La gestione del Canile spetta alla Multiservizi, la società in house della stessa Amministrazione Comunale che si avvale, all’uopo, non solo della collaborazione di alcune ditte che, in subappalto, offrono i loro servizi, ma anche dell’opera instancabile dei volontari e delle volontarie della LEPA (acronimo di Lega Protezione Animali) e della Fondazione Virio, due associazioni che si danno davvero un gran da fare per assicurare agli animali, ospiti loro malgrado della struttura, le migliori condizioni di vita possibili, pur nel chiuso di quattro mura e di un recinto.
Dal momento che da sempre i cani che accolgo nella mia casa sono trovatelli di razza incerta, salvati dalla strada oppure presi in adozione dal canile, sarei quasi tentato di dire di conoscere vita, morte e miracoli delle varie strutture che si sono succedute negli anni per accogliere, a migliaia, cani randagi o abbandonati da chi se ne sarebbe dovuto prendere cura, intere cucciolate con o senza madre al seguito e chi più ne ha più ne metta.
Da quando i cani erano ospiti del dismesso macello comunale del rione Paradiso, passando per il vero e proprio lager di contrada San Giorgio (che salì agli onori – si fa per dire – della cronaca nazionale nel giugno del 2003 non solo per le condizioni assurde ed i maltrattamenti cui erano sottoposti gli animali, ma anche per la mega truffa subita della AUSL e dal Comune di Brindisi, che continuavano a versare le rette anche per circa seicento cani deceduti; nel corso delle indagini si scoprì che pur di coprire i vuoti e continuare a percepire le ricche prebende, le celle venivano riempite anche con cani rubati ai proprietari o da questi ceduti al canile. Ciò che sconvolse maggiormente le forze dell’ordine che operarono il sequestro della struttura furono le condizioni pietose in cui versavano i cani, ridotti pelle ed ossa per l’assoluta insufficienza del cibo e per le percosse. Il titolare dell’azienda e quattro dipendenti furono anche arrestati), fino a giungere all’attuale struttura comunale, ne è passata di acqua sotto i ponti.
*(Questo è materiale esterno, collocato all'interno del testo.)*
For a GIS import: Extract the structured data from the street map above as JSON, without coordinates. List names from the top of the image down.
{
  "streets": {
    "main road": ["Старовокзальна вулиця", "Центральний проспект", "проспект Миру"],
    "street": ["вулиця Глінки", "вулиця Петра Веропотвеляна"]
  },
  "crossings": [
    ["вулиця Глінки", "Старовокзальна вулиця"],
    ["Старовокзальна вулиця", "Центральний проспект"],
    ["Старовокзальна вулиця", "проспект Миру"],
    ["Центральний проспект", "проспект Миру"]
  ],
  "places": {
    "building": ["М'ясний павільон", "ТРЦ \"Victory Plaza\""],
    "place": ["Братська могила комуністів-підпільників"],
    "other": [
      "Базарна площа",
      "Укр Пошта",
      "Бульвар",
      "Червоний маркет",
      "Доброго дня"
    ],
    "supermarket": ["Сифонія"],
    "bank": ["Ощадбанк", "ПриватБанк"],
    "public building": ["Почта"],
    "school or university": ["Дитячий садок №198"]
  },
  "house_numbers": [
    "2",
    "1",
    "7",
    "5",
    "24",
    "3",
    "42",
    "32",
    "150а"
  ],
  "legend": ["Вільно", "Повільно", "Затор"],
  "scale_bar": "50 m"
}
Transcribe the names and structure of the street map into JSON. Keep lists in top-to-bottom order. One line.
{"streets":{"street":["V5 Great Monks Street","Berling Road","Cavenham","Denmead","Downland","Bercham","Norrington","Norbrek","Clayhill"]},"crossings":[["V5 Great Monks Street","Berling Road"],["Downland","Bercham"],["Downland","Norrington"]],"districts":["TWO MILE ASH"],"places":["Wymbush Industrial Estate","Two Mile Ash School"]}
Le condizioni in cui si trovano ad essere accuditi oggi gli animali sono un segno evidente anche della evoluzione della specie umana che, almeno a livello istituzionale ed anche per ciò che concerne una vasta parte della popolazione, ha smesso di vedere l’animale d’affezione come un oggetto da usare e gettare, ma come essere senziente portatore di propri diritti, almeno per ciò che concerne un’esistenza tranquilla e dignitosa.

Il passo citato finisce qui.